We've talked about that for years too. I think we'll add that to our list for
This year. We're getting our list together now. Thanks Art. Enjoy the rest 
Of your time there.


----------



## T_R_Oglodyte (Feb 24, 2013)

artringwald said:


> We got at very nice 4th floor ocean front unit for two weeks. After one week they told us the second week belonged to fixed unit/fixed week owner. They had arrived and wanted their unit. We agreed to swap to a similar room on the 2nd floor and they did give us $200 in shopping dining vouchers, but it was still a pain having to pack and unpack.


In Building 6??  I'd guess so, because fourth floor of Building 6 is where I think most, if not all, of the fixed week sales occurred.  Pretty great location - that's why they were cherry picked by the fixed week purchasers.


----------



## Poobah (Feb 24, 2013)

*Managing Inventory*

Trying to manage all of the inventory classes has got to be a daunting task and I am not surprised that there is an occasional slip-up. Particularly with the reduced inventory because of the water intrusion repairs.

Not only are there the inventories that Art mentioned there is also the bulk space bank weeks as well.

It is really too bad they will not tell you what unit you have when you make your reservation like they used to. If they had done this the anomaly would have been caught a long time ago. 

I assume they had the staff help you move.

We arrive 7 March to continue the Minnesota presence at The Point.

Cheers,

Paul


----------



## T_R_Oglodyte (Feb 24, 2013)

Poobah said:


> It is really too bad they will not tell you what unit you have when you make your reservation like they used to. If they had done this the anomaly would have been caught a long time ago.



Unfortunately that was killed by the combination of hectoring of the housekeeping staff by some people who wanted to move into their "assigned" units prior to check-in combined with some unfortunate scenes in the lobby when some people needed to be relocated out of their "assigned" units when an elevator broke down and reassignments were necessary to assure that people who needed ADA-compliant units were appropriately accommodated. 

The latter situation was kind of the final straw; after that the resort implemented the policy of not telling what unit they were assigned to until they actually checked in.

The best that we've been able to do now is that if we arrive early and want to hang out for awhile, the staff will tell us on which side of the property we should park our car.


----------



## wilma (Feb 25, 2013)

Room assignments are going to be even more difficult as they are working on the water intrusion project. My upcoming stay starts on March 2 and I had originally requested units in building 6 and a couple in bldg 4. But I called Poipu Point yesterday and they told me that they will be working on bldg 6 in March and that bldg will not be available. True?


----------



## artringwald (Feb 25, 2013)

T_R_Oglodyte said:


> In Building 6??  I'd guess so, because fourth floor of Building 6 is where I think most, if not all, of the fixed week sales occurred.  Pretty great location - that's why they were cherry picked by the fixed week purchasers.
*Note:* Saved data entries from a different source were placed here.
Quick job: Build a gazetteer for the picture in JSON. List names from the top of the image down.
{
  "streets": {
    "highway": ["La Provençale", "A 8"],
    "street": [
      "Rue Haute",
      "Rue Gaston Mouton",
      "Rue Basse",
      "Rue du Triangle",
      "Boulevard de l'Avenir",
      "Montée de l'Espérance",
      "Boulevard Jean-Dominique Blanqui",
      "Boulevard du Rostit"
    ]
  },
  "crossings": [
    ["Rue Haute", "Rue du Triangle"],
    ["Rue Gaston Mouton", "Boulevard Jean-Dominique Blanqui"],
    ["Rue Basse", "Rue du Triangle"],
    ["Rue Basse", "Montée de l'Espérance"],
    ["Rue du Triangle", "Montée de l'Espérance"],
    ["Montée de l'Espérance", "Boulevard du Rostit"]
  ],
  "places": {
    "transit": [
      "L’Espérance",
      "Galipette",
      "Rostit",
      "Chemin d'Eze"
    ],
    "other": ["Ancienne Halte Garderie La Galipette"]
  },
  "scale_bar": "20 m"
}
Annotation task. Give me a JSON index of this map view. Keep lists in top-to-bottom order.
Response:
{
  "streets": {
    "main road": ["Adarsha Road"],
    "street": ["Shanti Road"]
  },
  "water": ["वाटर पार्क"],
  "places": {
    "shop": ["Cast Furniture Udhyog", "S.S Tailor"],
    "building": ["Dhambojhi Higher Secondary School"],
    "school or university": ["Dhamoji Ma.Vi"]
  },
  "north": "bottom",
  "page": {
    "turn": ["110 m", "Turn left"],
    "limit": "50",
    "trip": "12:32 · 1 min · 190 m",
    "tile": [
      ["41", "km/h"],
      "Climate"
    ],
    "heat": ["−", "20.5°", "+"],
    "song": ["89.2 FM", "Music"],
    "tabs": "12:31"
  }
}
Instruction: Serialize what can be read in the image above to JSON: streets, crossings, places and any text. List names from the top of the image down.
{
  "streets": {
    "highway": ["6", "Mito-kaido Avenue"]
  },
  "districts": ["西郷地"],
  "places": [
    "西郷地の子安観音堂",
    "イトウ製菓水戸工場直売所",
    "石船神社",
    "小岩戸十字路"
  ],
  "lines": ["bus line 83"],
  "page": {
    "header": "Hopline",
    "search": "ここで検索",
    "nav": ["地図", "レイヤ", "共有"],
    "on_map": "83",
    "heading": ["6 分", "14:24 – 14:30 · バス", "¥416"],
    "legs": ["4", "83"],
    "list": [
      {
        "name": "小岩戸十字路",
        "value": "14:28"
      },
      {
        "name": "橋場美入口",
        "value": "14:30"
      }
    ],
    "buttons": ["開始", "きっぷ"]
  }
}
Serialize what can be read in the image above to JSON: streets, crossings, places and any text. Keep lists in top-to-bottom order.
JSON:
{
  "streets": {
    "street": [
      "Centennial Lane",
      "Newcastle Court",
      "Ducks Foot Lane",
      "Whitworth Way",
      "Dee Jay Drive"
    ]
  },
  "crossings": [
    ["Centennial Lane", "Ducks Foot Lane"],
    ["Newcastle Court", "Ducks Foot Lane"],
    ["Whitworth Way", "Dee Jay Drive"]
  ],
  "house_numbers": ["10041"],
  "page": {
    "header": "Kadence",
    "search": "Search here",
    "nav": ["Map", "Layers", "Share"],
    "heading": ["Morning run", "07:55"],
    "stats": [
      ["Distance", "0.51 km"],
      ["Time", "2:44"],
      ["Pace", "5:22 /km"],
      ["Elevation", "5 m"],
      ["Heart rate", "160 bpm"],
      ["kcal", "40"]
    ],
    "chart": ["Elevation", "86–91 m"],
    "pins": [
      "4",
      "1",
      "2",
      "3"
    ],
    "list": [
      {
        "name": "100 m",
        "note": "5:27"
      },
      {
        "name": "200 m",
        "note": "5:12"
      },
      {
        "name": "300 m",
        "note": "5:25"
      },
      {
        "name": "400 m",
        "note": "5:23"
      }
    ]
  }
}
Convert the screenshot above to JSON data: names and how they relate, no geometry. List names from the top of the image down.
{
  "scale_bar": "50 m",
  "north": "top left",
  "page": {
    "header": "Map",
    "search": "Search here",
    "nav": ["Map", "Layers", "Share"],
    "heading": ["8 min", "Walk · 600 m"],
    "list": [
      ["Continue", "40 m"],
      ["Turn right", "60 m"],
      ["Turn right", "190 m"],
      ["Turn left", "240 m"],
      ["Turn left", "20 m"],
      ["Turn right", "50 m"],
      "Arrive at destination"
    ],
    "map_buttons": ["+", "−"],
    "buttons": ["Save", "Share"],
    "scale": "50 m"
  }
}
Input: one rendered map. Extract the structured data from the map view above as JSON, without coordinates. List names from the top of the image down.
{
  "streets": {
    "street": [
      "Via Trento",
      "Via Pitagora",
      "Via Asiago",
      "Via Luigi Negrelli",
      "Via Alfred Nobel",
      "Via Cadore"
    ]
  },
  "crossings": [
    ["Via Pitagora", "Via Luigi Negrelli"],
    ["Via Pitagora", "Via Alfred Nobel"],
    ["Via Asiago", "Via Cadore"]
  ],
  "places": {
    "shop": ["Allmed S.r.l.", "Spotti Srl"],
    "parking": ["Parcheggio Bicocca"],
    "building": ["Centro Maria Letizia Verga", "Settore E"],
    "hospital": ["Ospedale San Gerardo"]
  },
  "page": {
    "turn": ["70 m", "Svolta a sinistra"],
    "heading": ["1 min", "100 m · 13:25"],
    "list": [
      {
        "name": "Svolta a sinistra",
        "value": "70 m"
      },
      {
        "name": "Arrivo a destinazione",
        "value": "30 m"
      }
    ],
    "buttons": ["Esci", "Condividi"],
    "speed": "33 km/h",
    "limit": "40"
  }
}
We're in building 8. We started in 8-404 and from the lanai, we could see the turtles swimming in the waves. We're in 8-204 now, and we can't see turtles, but the view is still nice:


----------



## artringwald (Feb 25, 2013)

Poobah said:


> I assume they had the staff help you move.



The staff did help us move. They brought some crates which made moving all the food easier. We used the vouchers to get a nice dinner at Keoki's Paradise last night.


----------



## artringwald (Feb 25, 2013)

wilma said:


> Room assignments are going to be even more difficult as they are working on the water intrusion project. My upcoming stay starts on March 2 and I had originally requested units in building 6 and a couple in bldg 4. But I called Poipu Point yesterday and they told me that they will be working on bldg 6 in March and that bldg will not be available. True?



Building 4 is done, and they've already put a fence around building 6. If you go to the manager's meeting, Jamie will give you a tour of the model in building 4. I posted some pictures on this thread: http://www.tugbbs.com/forums/showthread.php?t=187834


----------



## wilma (Feb 25, 2013)

Thanks Art, I suppose we will end up in bldg 4 or 8 since 6 is out of commission.


----------